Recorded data
[Start of section]
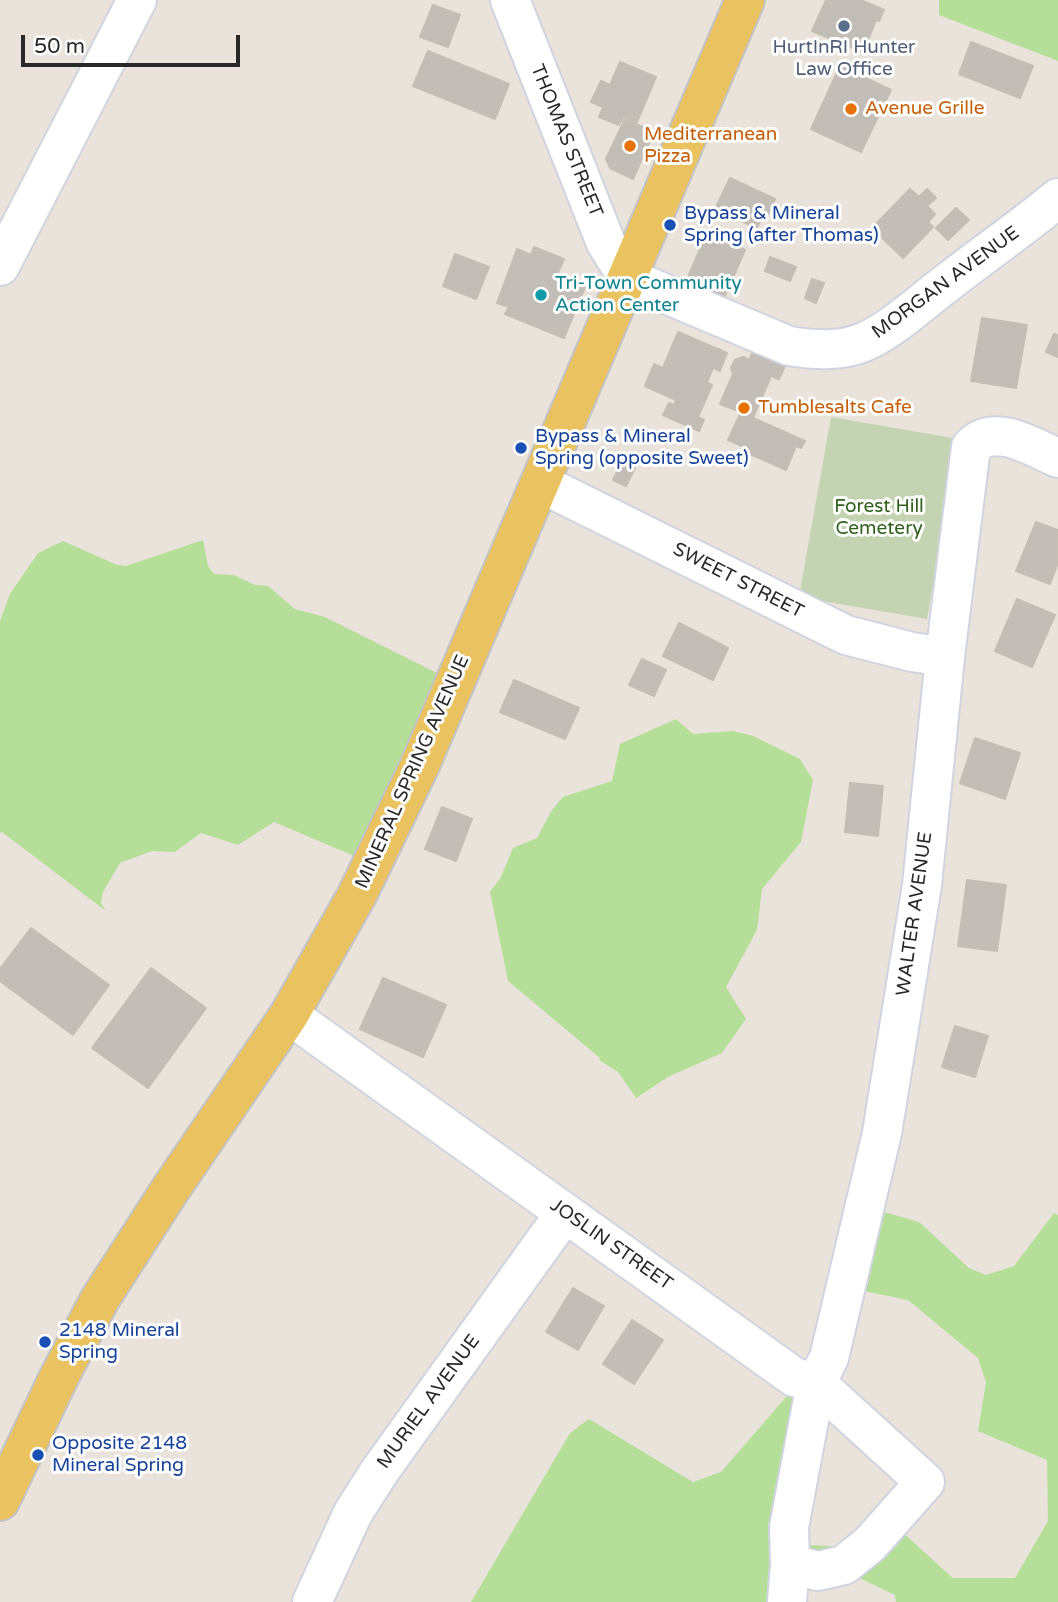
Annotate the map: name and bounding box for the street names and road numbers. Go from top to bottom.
street label: THOMAS STREET [525,61,607,221]
street label: MORGAN AVENUE [868,222,1024,344]
street label: SWEET STREET [669,538,807,624]
street label: MINERAL SPRING AVENUE [351,652,475,892]
street label: WALTER AVENUE [892,830,938,998]
street label: JOSLIN STREET [545,1194,677,1296]
street label: MURIEL AVENUE [373,1331,485,1473]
[End of section]
▶ _Your task_
Output the lines above in full and exactly as given, omitting any pictures.

▶ _Written solution_
Annotate the map: name and bounding box for the street names and road numbers. Go from top to bottom.
street label: THOMAS STREET [525,61,607,221]
street label: MORGAN AVENUE [868,222,1024,344]
street label: SWEET STREET [669,538,807,624]
street label: MINERAL SPRING AVENUE [351,652,475,892]
street label: WALTER AVENUE [892,830,938,998]
street label: JOSLIN STREET [545,1194,677,1296]
street label: MURIEL AVENUE [373,1331,485,1473]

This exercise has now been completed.